__Exercise aim__
With no line omitted, restate the records below exactly as they appear.

[Stored items]
==============================

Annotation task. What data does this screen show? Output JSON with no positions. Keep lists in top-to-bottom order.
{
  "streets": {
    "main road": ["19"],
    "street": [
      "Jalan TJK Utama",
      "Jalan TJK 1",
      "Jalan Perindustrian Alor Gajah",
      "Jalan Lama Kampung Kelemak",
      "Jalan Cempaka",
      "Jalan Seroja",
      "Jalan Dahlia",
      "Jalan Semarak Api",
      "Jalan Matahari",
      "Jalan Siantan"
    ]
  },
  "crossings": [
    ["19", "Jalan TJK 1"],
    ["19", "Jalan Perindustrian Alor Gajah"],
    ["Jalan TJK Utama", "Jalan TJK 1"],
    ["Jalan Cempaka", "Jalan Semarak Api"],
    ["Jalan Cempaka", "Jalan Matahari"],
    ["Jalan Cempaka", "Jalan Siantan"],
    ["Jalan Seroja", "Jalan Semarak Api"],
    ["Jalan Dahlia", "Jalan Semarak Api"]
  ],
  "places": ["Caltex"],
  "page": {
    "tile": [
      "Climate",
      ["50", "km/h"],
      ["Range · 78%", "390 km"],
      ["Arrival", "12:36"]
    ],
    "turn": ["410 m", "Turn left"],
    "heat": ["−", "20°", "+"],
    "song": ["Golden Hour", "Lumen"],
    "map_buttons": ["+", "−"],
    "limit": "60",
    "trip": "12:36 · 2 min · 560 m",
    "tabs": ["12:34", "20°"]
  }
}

==============================

__Answer area__
Annotation task. What data does this screen show? Output JSON with no positions. Keep lists in top-to-bottom order.
{
  "streets": {
    "main road": ["19"],
    "street": [
      "Jalan TJK Utama",
      "Jalan TJK 1",
      "Jalan Perindustrian Alor Gajah",
      "Jalan Lama Kampung Kelemak",
      "Jalan Cempaka",
      "Jalan Seroja",
      "Jalan Dahlia",
      "Jalan Semarak Api",
      "Jalan Matahari",
      "Jalan Siantan"
    ]
  },
  "crossings": [
    ["19", "Jalan TJK 1"],
    ["19", "Jalan Perindustrian Alor Gajah"],
    ["Jalan TJK Utama", "Jalan TJK 1"],
    ["Jalan Cempaka", "Jalan Semarak Api"],
    ["Jalan Cempaka", "Jalan Matahari"],
    ["Jalan Cempaka", "Jalan Siantan"],
    ["Jalan Seroja", "Jalan Semarak Api"],
    ["Jalan Dahlia", "Jalan Semarak Api"]
  ],
  "places": ["Caltex"],
  "page": {
    "tile": [
      "Climate",
      ["50", "km/h"],
      ["Range · 78%", "390 km"],
      ["Arrival", "12:36"]
    ],
    "turn": ["410 m", "Turn left"],
    "heat": ["−", "20°", "+"],
    "song": ["Golden Hour", "Lumen"],
    "map_buttons": ["+", "−"],
    "limit": "60",
    "trip": "12:36 · 2 min · 560 m",
    "tabs": ["12:34", "20°"]
  }
}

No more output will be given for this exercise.